Tag Archives: metrics

Limiting Red: Smarter Test Builds Through Metrics

15 Aug

The Current State of the Art

In the Ruby world there is a wealth of metrics which can provide insight into our code. Looking at such things as:

When it comes to metrics involving our tests we have:

  • Code coverage (Rcov)
  • Tools to help identify missed edge cases (Heckle).
  • Random Testing tools (RushCheck)

Is that it? I think we can do better than that!

What useful metrics are we missing that our tests could provide and what should we be recording?

Recording Test Builds

Your using a Continuous Integration server right? Running all your tests at every checkin in your source control repository. The CI environment represents our pipeline in which all code needs to flow through. It tends to be the place where all of the tests are run before the code flows into the outside world. Hence this is a perfect environment to start capturing detailed metrics about all of our tests. It’s also not the end of the world if we add a little extra time to the test build in-order to capture these metrics.

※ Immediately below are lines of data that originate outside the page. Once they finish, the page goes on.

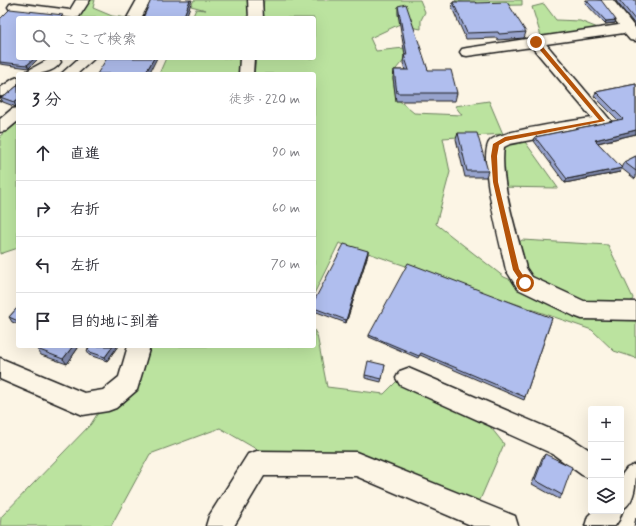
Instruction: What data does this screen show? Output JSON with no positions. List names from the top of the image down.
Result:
{
  "page": {
    "search": "ここで検索",
    "heading": ["3 分", "徒歩 · 220 m"],
    "list": [
      ["直進", "90 m"],
      ["右折", "60 m"],
      ["左折", "70 m"],
      "目的地に到着"
    ],
    "map_buttons": ["+", "−"]
  }
}
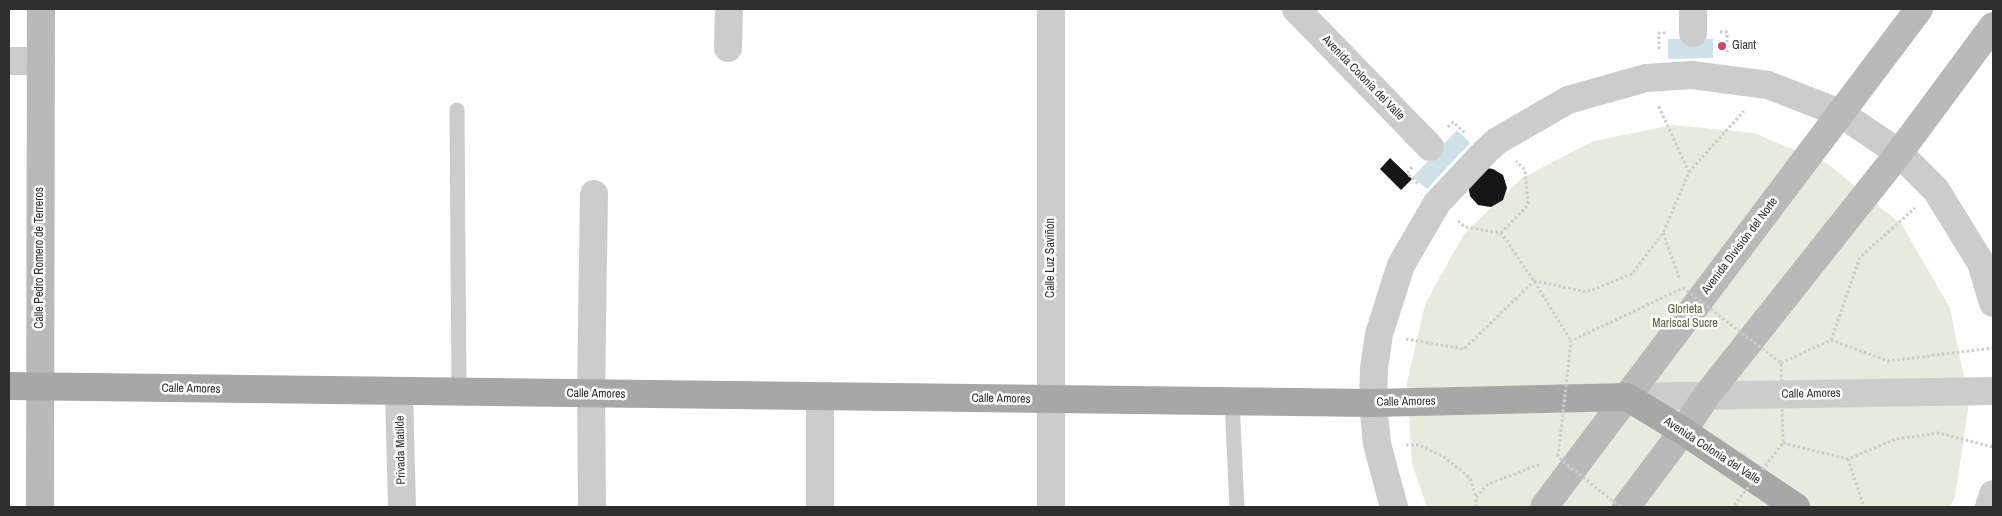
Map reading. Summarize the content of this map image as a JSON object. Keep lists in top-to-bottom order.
{
  "streets": {
    "main road": [
      "Avenida Colonia del Valle",
      "Avenida División del Norte",
      "Calle Pedro Romero de Terreros",
      "Calle Amores"
    ],
    "street": ["Calle Luz Saviñón", "Privada Matilde"]
  },
  "crossings": [
    ["Avenida Colonia del Valle", "Avenida División del Norte"],
    ["Avenida Colonia del Valle", "Calle Amores"],
    ["Avenida División del Norte", "Calle Amores"],
    ["Calle Pedro Romero de Terreros", "Calle Amores"],
    ["Calle Luz Saviñón", "Calle Amores"],
    ["Calle Amores", "Privada Matilde"]
  ],
  "parks": ["Glorieta Mariscal Sucre"],
  "places": ["Giant"]
}
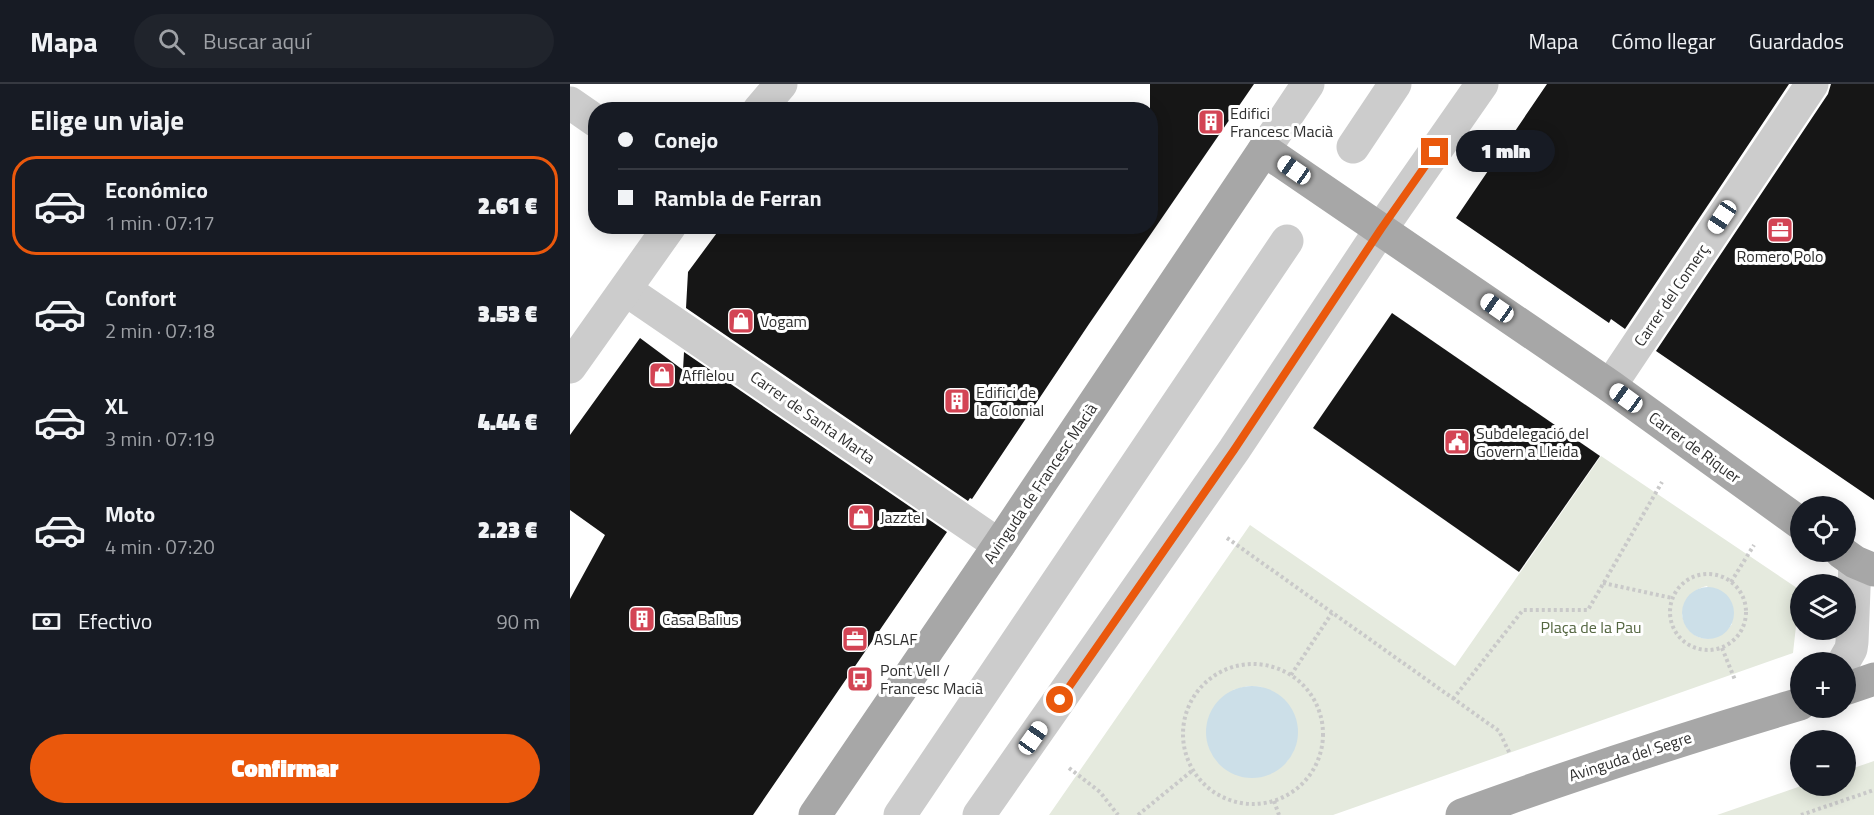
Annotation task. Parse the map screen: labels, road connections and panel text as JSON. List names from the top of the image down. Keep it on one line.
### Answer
{"streets":{"main road":["Carrer de Riquer","Avinguda de Francesc Macià","Avinguda del Segre"],"street":["Carrer del Comerç","Carrer de Santa Marta"]},"crossings":[["Carrer del Comerç","Carrer de Riquer"],["Carrer de Santa Marta","Avinguda de Francesc Macià"]],"parks":["Plaça de la Pau"],"places":{"building":["Edifici Francesc Macià","Edifici de la Colonial","Casa Balius"],"office":["Romero Polo","ASLAF"],"shop":["Vogam","Afflelou","Jazztel"],"public building":["Subdelegació del Govern a Lleida"],"bus stop":["Pont Vell / Francesc Macià"]},"page":{"header":"Mapa","search":"Buscar aquí","nav":["Mapa","Cómo llegar","Guardados"],"heading":"Elige un viaje","banner":["Conejo","Rambla de Ferran"],"bubble":"1 min","list":[{"name":"Económico","note":"1 min · 07:17","value":"2.61 €"},{"name":"Confort","note":"2 min · 07:18","value":"3.53 €"},{"name":"XL","note":"3 min · 07:19","value":"4.44 €"},{"name":"Moto","note":"4 min · 07:20","value":"2.23 €"}],"map_buttons":["+","−"],"pay":["Efectivo","90 m"],"buttons":"Confirmar"}}
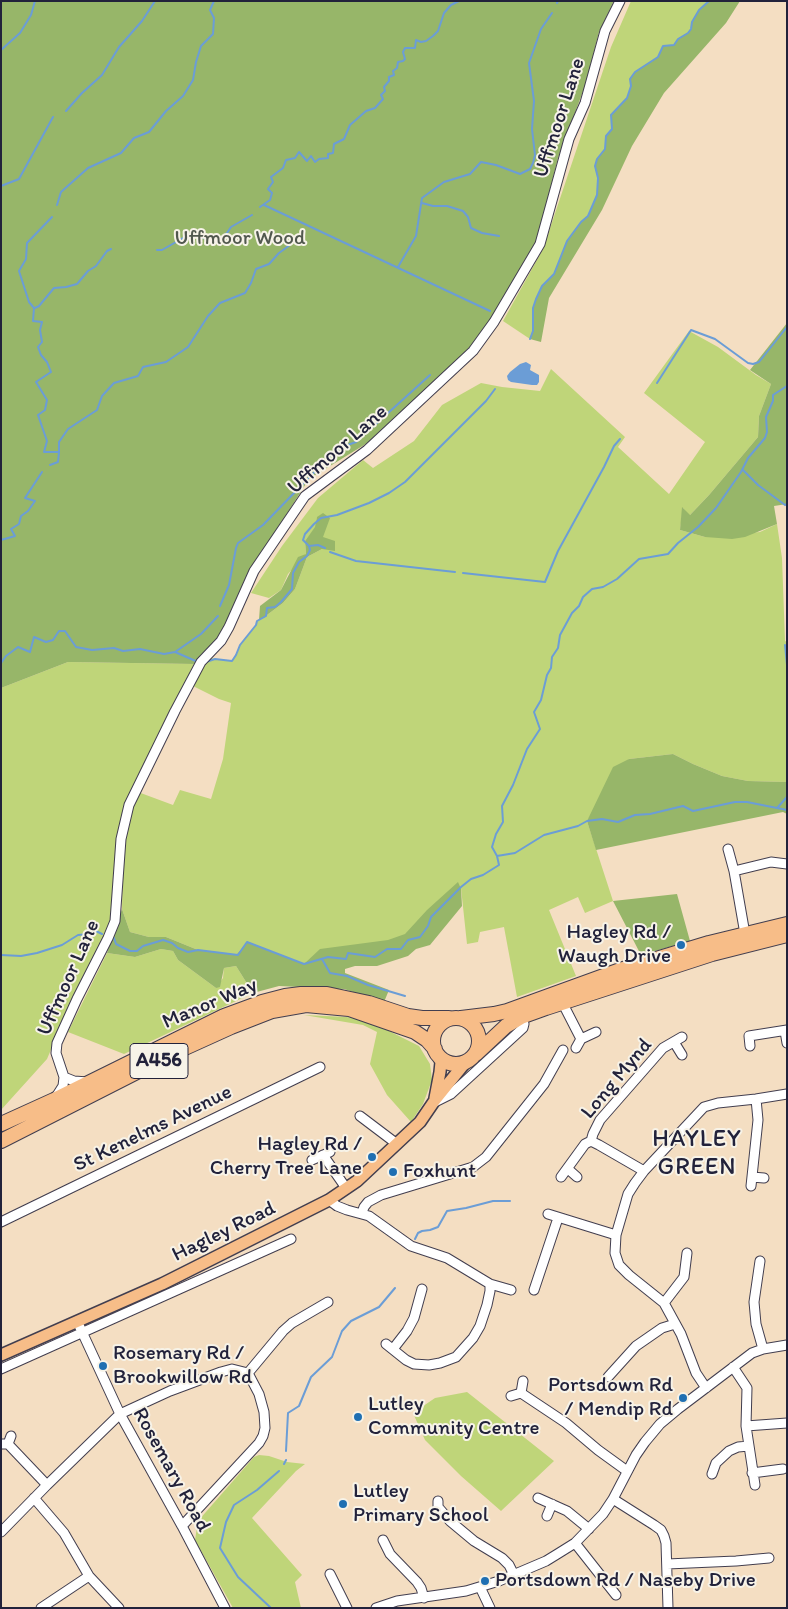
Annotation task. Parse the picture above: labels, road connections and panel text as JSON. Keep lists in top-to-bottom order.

Mining Metrics from Test Builds

What interesting things can we discover? Here are some suggestions:

  • Failure rates
    • Areas of your product which are prone to failure/bugs and tests which might be fragile. Perhaps highlighting area QA’s should focus extra attention to.
  • Flickering tests
    • If a test keeps failing and passing frequently.
  • Fragile Tests
    • An all or nothing feature where all the tests fail or none fail.
  • Never failing tests
    • Tests which have never failed, do we need to run them all the time, are they now redundant?
  • Average build failures a day
    • How often is the build broken.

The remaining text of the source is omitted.